Déjà apparue fugacement aux Etats-Unis fin 2010, la rumeur faisant état de la volonté du groupe DuPont de céder ses activités Coatings a refait surface à la fin de l’année 2011. Les agences Bloomberg et Reuters indiquaient même que le groupe avait mandaté de Crédit Suisse pour piloter la vente et estimaient l’éventuelle transaction entre 3 et 4 milliards de dollars. Ellen Kullman, présidente du groupe DuPont a dénoncé le bien-fondé de cette rumeur sans apporter pour autant de démenti formel, lâchant notamment : “Si certaines de nos unités n’atteignent pas leurs objectifs, nous envisagerons naturellement plusieurs alternatives et aucune d’entre elles n’est à exclure”.

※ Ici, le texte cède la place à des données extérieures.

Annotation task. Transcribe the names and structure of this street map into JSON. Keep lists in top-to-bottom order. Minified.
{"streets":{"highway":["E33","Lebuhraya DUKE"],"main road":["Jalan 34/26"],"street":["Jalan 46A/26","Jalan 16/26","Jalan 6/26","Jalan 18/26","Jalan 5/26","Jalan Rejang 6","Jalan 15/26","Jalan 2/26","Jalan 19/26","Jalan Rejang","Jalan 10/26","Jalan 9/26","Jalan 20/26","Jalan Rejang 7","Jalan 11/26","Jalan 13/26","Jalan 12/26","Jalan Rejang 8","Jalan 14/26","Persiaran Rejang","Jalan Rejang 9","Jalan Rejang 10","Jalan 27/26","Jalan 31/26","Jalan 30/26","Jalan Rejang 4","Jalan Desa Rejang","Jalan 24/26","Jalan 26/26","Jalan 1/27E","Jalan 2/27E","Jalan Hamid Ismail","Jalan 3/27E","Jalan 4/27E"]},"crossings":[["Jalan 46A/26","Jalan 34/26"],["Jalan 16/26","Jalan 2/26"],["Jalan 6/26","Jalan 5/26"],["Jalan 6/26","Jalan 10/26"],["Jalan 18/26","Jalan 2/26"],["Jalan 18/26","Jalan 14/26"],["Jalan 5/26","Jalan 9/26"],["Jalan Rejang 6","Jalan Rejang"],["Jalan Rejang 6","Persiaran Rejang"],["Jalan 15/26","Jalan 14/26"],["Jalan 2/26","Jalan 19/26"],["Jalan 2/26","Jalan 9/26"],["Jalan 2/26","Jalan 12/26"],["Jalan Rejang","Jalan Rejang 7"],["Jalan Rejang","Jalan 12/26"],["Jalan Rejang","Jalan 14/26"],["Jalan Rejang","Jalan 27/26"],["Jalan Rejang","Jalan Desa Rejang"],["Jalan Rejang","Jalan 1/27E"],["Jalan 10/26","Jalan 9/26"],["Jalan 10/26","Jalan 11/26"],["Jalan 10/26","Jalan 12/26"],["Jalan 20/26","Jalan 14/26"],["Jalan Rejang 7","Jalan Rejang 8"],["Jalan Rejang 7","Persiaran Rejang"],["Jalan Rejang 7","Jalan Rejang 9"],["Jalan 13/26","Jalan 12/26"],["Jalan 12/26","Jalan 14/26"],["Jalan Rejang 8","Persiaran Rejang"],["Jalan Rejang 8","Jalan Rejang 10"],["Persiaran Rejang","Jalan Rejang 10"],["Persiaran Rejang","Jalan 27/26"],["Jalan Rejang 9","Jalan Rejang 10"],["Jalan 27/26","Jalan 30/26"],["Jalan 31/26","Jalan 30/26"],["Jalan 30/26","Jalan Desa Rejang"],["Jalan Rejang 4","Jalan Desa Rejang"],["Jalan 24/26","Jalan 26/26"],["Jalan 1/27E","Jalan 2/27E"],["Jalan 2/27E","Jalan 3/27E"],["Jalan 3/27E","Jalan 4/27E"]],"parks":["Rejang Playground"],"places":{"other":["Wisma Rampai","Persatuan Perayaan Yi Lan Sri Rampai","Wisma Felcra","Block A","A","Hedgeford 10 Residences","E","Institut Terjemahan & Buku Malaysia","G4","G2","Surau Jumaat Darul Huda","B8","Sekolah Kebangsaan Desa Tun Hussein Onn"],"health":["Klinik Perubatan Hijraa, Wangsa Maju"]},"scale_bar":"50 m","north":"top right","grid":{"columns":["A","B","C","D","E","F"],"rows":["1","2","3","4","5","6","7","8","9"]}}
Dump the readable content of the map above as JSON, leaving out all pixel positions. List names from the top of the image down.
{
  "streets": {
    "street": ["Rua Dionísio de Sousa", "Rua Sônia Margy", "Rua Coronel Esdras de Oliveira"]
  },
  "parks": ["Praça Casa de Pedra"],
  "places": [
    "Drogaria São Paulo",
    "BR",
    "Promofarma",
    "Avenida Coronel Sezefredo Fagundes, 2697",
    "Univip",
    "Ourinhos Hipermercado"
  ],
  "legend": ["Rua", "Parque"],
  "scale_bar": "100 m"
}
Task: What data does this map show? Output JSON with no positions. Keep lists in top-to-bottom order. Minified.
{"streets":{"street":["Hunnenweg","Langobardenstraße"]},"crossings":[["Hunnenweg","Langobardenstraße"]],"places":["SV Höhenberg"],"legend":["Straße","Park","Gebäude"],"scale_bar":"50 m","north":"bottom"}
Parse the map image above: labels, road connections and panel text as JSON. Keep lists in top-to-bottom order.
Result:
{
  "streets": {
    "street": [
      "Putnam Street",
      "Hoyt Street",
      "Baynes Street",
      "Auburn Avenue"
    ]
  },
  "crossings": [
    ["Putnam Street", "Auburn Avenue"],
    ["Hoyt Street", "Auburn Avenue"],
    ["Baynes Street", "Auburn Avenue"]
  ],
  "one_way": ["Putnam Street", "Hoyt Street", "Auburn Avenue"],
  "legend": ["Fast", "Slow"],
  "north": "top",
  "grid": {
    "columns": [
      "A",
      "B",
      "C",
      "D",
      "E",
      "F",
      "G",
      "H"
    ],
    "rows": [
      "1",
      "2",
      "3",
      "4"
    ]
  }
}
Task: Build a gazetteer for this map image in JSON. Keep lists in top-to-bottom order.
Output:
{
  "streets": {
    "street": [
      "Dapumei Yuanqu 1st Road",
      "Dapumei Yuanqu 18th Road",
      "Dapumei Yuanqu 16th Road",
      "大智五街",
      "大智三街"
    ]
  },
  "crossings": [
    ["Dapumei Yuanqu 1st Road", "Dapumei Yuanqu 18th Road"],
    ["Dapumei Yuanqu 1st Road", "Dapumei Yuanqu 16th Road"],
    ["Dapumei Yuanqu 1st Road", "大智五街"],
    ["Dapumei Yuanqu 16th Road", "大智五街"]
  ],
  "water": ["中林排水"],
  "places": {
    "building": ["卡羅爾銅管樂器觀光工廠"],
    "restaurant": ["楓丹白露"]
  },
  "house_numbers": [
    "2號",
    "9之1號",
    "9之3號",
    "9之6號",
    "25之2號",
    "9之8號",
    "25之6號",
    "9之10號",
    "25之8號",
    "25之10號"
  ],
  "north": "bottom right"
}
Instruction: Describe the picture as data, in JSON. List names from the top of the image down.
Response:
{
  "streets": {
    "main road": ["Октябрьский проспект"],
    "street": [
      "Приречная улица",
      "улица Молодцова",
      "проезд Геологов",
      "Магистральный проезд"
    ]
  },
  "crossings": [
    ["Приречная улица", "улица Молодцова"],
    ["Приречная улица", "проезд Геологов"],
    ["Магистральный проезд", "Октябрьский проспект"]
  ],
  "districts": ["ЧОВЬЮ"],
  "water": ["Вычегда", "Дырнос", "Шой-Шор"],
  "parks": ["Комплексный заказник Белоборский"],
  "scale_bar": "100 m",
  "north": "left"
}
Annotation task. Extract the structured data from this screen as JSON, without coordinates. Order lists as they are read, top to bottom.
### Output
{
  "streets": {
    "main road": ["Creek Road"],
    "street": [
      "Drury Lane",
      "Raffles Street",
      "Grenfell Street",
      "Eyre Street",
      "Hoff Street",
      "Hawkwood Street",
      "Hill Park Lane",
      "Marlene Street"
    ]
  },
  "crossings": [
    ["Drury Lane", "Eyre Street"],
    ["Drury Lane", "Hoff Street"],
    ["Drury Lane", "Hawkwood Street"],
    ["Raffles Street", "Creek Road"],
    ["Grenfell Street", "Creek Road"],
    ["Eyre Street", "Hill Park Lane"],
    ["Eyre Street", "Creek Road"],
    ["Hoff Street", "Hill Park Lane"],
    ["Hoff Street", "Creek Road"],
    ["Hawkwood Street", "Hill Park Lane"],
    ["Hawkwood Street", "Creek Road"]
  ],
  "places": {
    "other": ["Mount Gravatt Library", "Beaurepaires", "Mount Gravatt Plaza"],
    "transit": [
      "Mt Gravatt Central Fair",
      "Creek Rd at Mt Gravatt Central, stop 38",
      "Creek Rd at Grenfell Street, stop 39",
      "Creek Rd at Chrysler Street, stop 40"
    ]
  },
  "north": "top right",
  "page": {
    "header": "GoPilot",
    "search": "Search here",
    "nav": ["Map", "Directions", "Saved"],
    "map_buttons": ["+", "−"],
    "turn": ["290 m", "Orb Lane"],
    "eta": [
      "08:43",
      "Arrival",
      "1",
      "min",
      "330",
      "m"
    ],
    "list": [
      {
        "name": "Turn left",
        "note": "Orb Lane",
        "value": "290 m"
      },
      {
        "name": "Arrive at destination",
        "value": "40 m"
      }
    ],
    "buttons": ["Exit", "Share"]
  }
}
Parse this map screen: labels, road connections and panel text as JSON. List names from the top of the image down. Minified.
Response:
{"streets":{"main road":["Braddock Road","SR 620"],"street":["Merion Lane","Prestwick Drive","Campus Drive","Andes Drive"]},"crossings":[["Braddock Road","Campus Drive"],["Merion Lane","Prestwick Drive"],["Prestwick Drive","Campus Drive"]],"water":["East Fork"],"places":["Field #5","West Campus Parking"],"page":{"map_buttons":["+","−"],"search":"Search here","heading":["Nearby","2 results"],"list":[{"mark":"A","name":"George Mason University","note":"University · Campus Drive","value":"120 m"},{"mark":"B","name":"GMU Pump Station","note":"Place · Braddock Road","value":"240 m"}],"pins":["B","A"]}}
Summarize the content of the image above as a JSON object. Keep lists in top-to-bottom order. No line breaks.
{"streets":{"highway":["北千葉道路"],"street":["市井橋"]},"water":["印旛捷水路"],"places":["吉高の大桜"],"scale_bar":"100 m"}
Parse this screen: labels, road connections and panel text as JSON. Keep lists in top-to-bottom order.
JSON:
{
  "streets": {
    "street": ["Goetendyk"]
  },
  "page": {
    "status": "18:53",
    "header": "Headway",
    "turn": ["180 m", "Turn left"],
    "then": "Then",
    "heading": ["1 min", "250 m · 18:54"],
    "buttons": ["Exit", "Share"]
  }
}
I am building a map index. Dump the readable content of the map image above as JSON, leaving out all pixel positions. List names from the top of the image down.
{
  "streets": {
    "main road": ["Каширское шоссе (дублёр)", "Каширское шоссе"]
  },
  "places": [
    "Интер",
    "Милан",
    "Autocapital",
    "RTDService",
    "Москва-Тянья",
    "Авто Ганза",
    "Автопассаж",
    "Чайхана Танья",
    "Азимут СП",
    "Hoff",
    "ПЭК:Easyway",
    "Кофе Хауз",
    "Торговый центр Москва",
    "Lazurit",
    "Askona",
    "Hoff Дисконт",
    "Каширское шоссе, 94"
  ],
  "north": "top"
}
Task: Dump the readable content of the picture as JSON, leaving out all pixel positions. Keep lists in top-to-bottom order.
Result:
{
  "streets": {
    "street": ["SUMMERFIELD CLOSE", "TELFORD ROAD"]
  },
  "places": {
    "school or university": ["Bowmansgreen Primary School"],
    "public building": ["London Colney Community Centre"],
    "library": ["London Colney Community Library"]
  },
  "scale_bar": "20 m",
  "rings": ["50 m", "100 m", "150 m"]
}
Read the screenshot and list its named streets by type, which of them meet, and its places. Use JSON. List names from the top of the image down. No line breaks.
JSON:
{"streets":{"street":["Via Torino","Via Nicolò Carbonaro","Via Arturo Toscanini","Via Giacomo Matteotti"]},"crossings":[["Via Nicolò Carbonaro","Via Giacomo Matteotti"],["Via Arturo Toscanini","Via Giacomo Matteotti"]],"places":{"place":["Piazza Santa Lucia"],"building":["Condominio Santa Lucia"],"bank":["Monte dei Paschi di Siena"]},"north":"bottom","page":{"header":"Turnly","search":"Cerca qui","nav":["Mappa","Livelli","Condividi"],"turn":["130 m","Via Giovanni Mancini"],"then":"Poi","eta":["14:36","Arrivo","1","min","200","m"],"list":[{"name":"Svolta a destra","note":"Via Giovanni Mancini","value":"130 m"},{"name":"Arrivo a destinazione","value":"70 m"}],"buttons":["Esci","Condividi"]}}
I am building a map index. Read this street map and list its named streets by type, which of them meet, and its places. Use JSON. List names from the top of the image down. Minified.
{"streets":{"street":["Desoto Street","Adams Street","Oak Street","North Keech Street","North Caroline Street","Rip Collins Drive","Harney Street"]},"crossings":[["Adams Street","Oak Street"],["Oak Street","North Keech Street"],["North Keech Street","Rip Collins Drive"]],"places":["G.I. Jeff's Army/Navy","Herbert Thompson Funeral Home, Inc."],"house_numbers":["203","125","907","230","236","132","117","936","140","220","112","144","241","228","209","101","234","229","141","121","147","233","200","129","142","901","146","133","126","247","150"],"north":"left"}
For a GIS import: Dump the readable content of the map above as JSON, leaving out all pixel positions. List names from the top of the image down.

Désormais, la rumeur va bon train et alimente de nombreuses conversations et supputations, principalement chez les distributeurs. Pour le dirigeant d’un concurrent du groupe DuPont, “la rumeur d’une vente existe bel et bien et elle peut logiquement déstabiliser certains distributeurs. Actuellement, cela fait beaucoup parler, mais on ne peut pas parler d’impact sur le marché à proprement parler. D’ailleurs, nous n’intégrons nullement cette variable comme un potentiel levier de croissance”. Selon un autre dirigeant, “cette rumeur revient avec beaucoup d’insistance en Europe et on entend aussi beaucoup de choses sur les hypothétiques repreneurs, un groupe japonais, un groupe chinois, un poids lourd du marché des abrasifs…”. Sous couvert d’anonymat, un distributeur reconnaît que cette rumeur le perturbe, sans pour autant entraver le train du business au quotidien : “Disons que nous sommes peut-être plus ouverts vers l’extérieur car si une transaction venait à intervenir, selon l’identité du repreneur, il faut être prêt à réagir rapidement”.

De son côté, Redhwan Amine, responsable projets, marketing et communication de DuPont de Nemours France, joue logiquement l’apaisement. Selon lui, il s’agit d’une rumeur de marché, suite à une réévaluation des objectifs de rentabilité des activités au sein du groupe. Les informations circulant de plus en plus vite, la rumeur a ensuite enflé. “Je reconnais que cela fait parler dans notre secteur et il est d’ailleurs légitime que nous rassurions nos distributeurs si besoin”, explique Redhwan Amine. Et selon lui, la taille du groupe lui garantit une réelle solidité dans tous les cas de figure envisageables.